According to Harte, he, O’Connor and Shavo assisted Trier after he was terminated from Crane Co., a vending machine manufacturing company in Aiken County, as the director of logistics in the shipping department. From 1997 through October 2007, Trier embezzled funds from Crane by creating phony invoices from two fictitious freight transport companies and submitting them to Crane for payment. He used his position to approve the payment of the fraudulent invoices, and received company payments mailed to a Post Office box he had opened as the mailing address for the phantom companies. Over a ten year period, Trier collected approximately $5,200,000.00 using the false invoice scam. When Trier learned that he was under investigation, he contacted Harte to help him hide assets. According to Harte he enlisted the help of O’Connor and his associate attorney Shavo.

Trier pled guilty to mail fraud and money laundering on April 30, 2008 and was recently sentenced to 63 months of imprisonment, ordered to pay $5,272,556 in restitution, and to forfeit millions of dollars in assets. Harte is facing a maximum penalty of five years imprisonment and a fine of $250,000.
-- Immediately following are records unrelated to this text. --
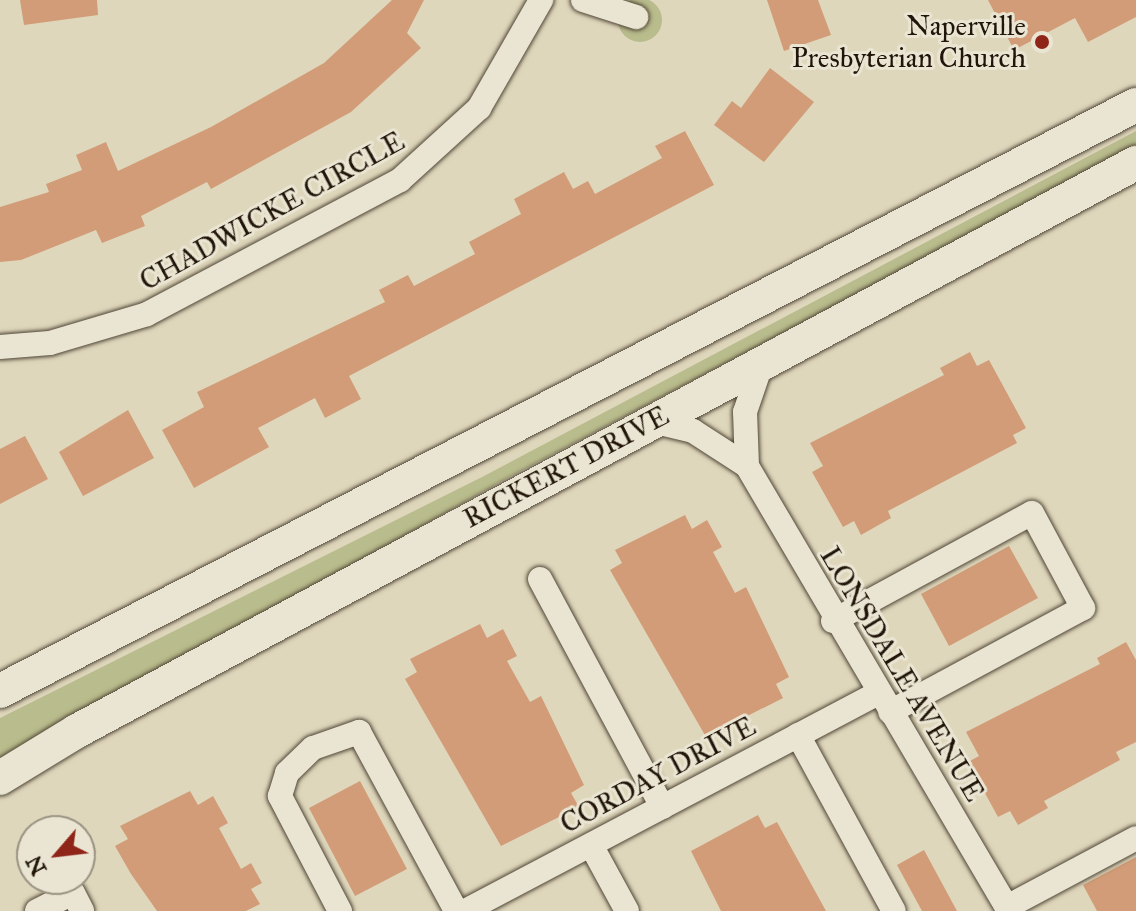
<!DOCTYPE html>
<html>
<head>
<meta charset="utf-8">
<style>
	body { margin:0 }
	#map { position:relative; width:1136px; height:911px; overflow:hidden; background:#dfd7bc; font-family:"IM FELL Great Primer",serif }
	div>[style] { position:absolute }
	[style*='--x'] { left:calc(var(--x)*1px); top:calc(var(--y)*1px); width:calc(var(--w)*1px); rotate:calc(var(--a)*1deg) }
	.green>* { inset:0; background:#b9bc8c }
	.round { border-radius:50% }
	.building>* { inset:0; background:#d19c77 }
	.roads { filter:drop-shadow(0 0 2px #504636) drop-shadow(0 0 2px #504636) }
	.street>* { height:24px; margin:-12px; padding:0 12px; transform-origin:12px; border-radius:12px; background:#eae5d3 }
	.secondary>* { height:34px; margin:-17px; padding:0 17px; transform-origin:17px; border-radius:17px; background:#eae5d3 }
	.dots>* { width:22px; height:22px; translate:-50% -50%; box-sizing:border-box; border:4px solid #eae5d3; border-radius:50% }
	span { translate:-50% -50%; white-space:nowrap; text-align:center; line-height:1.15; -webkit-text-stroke:6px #eae5d3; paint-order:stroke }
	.poi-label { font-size:28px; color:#211509 }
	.right { translate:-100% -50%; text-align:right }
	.street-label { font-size:28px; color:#211509 }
	.north { position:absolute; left:16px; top:815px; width:80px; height:80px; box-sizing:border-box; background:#eae5d3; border:2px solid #9a9282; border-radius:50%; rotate:242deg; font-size:22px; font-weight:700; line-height:32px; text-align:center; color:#211509 }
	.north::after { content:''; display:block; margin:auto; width:28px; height:36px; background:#8f2418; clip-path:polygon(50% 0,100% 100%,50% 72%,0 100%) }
</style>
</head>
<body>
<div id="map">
	<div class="green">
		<div class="round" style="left:618px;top:-2px;width:44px;height:44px"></div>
		<div style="clip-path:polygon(1136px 131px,1136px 147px,511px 476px,0 762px,0 718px,484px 476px)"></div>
	</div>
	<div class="building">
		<div style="clip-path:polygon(20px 0,97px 0,98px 15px,24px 25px)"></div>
		<div style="clip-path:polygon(392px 0,424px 0,407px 33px,421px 48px,351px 112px,211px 189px,207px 182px,141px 216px,145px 226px,102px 243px,96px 230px,21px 260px,0 262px,0 207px,49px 192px,46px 184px,82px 170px,76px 155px,106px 142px,118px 171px,211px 127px,324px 63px)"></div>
		<div style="clip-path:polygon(767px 0,818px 0,831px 35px,784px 51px)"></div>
		<div style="clip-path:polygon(988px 0,1136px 0,1136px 17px,1088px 42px,1075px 18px,1014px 50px)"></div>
		<div style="clip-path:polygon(770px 68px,814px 102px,764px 162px,714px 125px,732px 101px,741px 108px)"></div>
		<div style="clip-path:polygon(685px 131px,714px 185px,349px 376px,361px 399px,325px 418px,315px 398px,258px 428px,269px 447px,194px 488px,162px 430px,204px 407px,197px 392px,385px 302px,379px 290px,408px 275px,414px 286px,475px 254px,469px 242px,521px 214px,514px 199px,564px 172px,573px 189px,588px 181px,595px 194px,662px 158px,655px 146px)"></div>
		<div style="clip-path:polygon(970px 352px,977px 366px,989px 360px,1026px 428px,1013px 435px,1017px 443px,888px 511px,891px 518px,861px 535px,854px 521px,843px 527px,812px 472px,823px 466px,810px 443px,944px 375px,940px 368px)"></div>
		<div style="clip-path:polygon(128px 410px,154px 458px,83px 496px,59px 452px)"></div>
		<div style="clip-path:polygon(25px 436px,48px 479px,0 504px,0 449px)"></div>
		<div style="clip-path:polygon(685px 515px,692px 529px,707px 520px,722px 547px,713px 552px,735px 593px,746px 587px,789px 677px,776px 684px,783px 698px,706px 737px,610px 570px,622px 563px,615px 550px)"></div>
		<div style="clip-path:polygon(1009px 546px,1038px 598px,949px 646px,921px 594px)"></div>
		<div style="clip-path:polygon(480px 624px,487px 638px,503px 629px,517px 656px,507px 661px,530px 702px,541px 696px,584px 785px,571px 793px,579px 807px,501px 846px,405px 679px,417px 672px,410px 659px)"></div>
		<div style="clip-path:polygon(1126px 642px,1136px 660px,1136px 742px,1116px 752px,1120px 760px,1044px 801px,1048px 808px,1018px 825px,1010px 811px,998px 817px,968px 762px,979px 756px,966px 732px,1100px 664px,1097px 658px)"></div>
		<div style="clip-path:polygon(360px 781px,407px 869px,355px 896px,309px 808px)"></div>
		<div style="clip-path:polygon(190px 791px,198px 805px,213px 796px,228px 823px,219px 828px,241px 869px,251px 863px,262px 883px,251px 889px,260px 904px,246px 911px,157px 911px,131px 874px,115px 846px,128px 839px,120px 826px)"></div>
		<div style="clip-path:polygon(758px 815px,765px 828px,777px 822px,826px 911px,721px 911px,691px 851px)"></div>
		<div style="clip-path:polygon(924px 850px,957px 911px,922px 911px,897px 865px)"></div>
		<div style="clip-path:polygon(1136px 857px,1136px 911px,1097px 911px,1083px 885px)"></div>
	</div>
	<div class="roads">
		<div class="street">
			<div style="--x:583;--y:0;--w:56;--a:17.8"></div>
			<div style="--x:0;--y:347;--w:50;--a:-4.6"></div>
			<div style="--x:50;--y:343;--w:101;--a:-16.6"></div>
			<div style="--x:147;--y:314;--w:286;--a:-27.9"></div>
			<div style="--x:400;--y:180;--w:107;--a:-42.3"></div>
			<div style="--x:479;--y:108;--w:125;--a:-60.1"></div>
			<div style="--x:652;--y:421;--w:42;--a:13.7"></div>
			<div style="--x:693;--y:431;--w:64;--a:32.9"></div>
			<div style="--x:747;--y:466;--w:516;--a:59.51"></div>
			<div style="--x:747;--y:466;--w:54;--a:-92.1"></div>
			<div style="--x:745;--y:412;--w:53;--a:-71.2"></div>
			<div style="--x:540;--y:579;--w:259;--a:61.8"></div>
			<div style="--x:833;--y:621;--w:226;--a:-28.5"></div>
			<div style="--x:1032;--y:513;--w:108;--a:61.8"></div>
			<div style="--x:1083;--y:608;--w:219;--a:151.7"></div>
			<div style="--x:798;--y:735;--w:200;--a:61.4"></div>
			<div style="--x:591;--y:845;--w:75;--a:61.4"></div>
			<div style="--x:1007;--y:907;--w:146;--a:-28.1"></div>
			<div style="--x:37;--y:911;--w:40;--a:-26.6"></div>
			<div style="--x:73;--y:893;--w:20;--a:63"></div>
			<div style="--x:340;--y:911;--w:130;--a:-117.6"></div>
			<div style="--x:280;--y:796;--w:24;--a:-73"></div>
			<div style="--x:287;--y:773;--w:36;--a:-44"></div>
			<div style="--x:313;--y:748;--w:49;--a:-19.2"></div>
			<div style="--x:359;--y:732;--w:204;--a:61.5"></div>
			<div style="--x:465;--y:911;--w:468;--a:-27.8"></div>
		</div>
		<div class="secondary">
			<div style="--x:0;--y:691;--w:1278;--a:-27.29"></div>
			<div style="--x:0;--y:778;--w:90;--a:-31.4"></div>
			<div style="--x:77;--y:731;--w:1202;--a:-28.21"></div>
		</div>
	</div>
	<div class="dots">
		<div style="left:1042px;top:42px;background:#8f2418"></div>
	</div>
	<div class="poi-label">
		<span class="right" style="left:1026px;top:42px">Naperville<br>Presbyterian Church</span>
	</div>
	<div class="street-label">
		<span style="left:272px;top:211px;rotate:-29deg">CHADWICKE CIRCLE</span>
		<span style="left:566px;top:467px;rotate:-28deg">RICKERT DRIVE</span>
		<span style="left:902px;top:674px;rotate:59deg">LONSDALE AVENUE</span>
		<span style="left:658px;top:775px;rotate:-28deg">CORDAY DRIVE</span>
	</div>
	<div class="north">N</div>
</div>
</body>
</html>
The maximum penalty O’Connor and Shavo are facing is20 years' imprisonment and a fine of $250,000.

The case is being investigated by the Federal Bureau of Investigation, the Postal Inspection Service, and the Internal Revenue Service. Assistant U.S. Attorneys Deborah B. Barbier and Mark C. Moore of the Columbia office are prosecuting the case.

The United States Attorney stated that the charges against O’Connor and Shavo are merely accusations and that all defendants are presumed innocent until and unless proven guilty.